*** Begin section ***

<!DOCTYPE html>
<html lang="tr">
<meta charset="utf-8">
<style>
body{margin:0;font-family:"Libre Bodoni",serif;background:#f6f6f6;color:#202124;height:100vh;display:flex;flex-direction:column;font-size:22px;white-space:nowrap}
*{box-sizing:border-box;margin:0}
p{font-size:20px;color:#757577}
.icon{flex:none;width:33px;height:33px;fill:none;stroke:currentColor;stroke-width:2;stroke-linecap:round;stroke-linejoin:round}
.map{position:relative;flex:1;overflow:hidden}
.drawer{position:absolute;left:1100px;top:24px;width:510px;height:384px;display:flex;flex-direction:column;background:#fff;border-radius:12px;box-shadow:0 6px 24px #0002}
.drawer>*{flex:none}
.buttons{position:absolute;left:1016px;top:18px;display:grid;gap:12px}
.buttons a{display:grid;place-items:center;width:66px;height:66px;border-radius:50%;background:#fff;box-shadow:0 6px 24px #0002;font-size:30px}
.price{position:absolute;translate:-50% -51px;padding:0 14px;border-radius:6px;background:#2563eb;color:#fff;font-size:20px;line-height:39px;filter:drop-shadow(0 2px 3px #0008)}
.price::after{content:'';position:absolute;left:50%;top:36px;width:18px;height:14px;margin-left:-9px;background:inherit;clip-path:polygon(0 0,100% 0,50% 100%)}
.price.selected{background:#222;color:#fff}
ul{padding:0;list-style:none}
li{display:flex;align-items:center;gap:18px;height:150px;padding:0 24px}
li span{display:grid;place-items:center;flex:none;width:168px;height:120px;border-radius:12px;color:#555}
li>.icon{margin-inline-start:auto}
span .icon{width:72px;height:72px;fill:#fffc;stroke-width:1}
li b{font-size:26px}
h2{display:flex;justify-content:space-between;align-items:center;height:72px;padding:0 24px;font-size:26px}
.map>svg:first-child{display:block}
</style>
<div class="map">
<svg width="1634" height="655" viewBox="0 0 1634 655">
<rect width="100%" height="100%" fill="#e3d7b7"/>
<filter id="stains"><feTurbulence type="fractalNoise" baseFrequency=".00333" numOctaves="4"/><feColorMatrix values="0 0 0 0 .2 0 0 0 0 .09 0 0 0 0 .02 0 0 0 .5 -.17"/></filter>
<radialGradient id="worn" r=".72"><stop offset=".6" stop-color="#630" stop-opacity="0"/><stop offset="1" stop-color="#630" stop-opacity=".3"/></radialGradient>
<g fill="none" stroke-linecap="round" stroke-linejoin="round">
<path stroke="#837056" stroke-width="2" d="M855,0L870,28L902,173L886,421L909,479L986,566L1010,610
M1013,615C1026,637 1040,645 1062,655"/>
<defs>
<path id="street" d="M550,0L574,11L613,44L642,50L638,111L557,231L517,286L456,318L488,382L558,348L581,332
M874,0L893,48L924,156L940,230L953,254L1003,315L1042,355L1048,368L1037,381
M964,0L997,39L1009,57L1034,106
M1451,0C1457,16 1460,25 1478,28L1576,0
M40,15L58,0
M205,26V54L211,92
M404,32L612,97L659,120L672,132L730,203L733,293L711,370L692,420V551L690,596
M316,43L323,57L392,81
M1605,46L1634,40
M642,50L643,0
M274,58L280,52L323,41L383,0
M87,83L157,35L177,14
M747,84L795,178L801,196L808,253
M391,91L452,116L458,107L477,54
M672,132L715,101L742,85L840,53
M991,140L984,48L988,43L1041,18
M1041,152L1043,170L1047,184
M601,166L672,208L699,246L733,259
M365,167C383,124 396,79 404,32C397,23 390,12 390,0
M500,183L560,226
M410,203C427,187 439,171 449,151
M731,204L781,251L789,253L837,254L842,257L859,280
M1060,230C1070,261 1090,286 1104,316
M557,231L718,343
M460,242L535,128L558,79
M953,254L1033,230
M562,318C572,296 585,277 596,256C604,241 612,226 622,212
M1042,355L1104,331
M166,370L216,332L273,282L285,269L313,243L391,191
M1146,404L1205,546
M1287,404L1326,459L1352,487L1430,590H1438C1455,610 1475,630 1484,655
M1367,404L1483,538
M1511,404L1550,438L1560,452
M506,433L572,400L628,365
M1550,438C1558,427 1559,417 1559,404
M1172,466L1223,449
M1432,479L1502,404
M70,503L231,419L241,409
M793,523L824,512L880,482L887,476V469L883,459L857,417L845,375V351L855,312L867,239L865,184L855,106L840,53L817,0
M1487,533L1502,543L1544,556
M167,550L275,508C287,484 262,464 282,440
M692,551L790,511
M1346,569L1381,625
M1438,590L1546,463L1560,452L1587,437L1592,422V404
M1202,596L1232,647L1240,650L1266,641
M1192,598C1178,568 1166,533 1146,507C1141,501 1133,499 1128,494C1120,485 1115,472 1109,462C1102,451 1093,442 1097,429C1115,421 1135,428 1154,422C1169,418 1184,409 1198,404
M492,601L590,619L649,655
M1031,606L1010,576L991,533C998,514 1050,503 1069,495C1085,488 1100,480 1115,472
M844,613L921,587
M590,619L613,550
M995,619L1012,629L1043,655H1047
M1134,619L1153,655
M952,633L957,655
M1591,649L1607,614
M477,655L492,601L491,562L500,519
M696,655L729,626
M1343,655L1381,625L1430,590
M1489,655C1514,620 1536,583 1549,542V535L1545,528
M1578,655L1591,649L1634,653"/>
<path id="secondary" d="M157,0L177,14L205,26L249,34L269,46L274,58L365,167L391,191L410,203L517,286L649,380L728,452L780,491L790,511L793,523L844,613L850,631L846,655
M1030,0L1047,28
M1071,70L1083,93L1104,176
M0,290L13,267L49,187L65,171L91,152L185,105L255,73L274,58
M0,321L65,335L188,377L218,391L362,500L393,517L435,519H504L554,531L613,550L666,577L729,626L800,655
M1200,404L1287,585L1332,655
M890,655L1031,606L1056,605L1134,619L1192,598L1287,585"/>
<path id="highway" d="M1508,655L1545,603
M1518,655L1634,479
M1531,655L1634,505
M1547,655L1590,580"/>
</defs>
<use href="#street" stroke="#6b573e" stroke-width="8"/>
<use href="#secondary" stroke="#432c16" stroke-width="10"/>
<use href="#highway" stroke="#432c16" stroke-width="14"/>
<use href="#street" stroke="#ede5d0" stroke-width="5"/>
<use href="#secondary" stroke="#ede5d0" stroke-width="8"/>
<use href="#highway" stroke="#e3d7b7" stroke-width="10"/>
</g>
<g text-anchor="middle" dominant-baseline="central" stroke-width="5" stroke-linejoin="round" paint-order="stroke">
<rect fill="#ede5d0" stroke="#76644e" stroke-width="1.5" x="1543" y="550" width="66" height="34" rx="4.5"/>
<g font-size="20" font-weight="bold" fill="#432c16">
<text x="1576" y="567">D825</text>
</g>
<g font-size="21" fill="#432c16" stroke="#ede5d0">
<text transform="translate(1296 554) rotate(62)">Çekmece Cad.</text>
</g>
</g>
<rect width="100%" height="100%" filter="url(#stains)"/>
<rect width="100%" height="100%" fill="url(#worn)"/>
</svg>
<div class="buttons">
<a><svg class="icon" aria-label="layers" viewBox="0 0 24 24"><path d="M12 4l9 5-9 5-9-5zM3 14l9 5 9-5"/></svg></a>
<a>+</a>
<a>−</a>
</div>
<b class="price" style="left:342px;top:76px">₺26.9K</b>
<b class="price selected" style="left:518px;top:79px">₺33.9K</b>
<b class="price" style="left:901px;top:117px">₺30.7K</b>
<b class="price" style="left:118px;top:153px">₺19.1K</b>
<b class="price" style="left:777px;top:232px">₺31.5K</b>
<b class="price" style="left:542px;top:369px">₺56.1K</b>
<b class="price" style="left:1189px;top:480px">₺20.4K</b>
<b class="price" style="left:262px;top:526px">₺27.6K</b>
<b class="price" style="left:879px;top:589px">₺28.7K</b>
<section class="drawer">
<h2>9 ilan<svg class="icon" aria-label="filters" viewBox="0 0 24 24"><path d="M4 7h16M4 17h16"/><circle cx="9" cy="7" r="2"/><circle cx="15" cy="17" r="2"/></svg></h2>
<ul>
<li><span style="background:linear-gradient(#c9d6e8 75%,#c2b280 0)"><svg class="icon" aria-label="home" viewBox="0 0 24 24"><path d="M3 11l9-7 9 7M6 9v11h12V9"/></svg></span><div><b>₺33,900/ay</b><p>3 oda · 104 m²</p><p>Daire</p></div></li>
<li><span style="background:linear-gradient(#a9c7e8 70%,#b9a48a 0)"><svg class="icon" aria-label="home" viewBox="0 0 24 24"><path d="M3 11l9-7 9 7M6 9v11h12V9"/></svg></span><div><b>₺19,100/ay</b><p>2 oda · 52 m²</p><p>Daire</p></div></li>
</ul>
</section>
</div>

*** End section ***

### ACTIVITY
Write only the number of lines in the listing that hold the word "buttons".

### SOLVED EXERCISE
3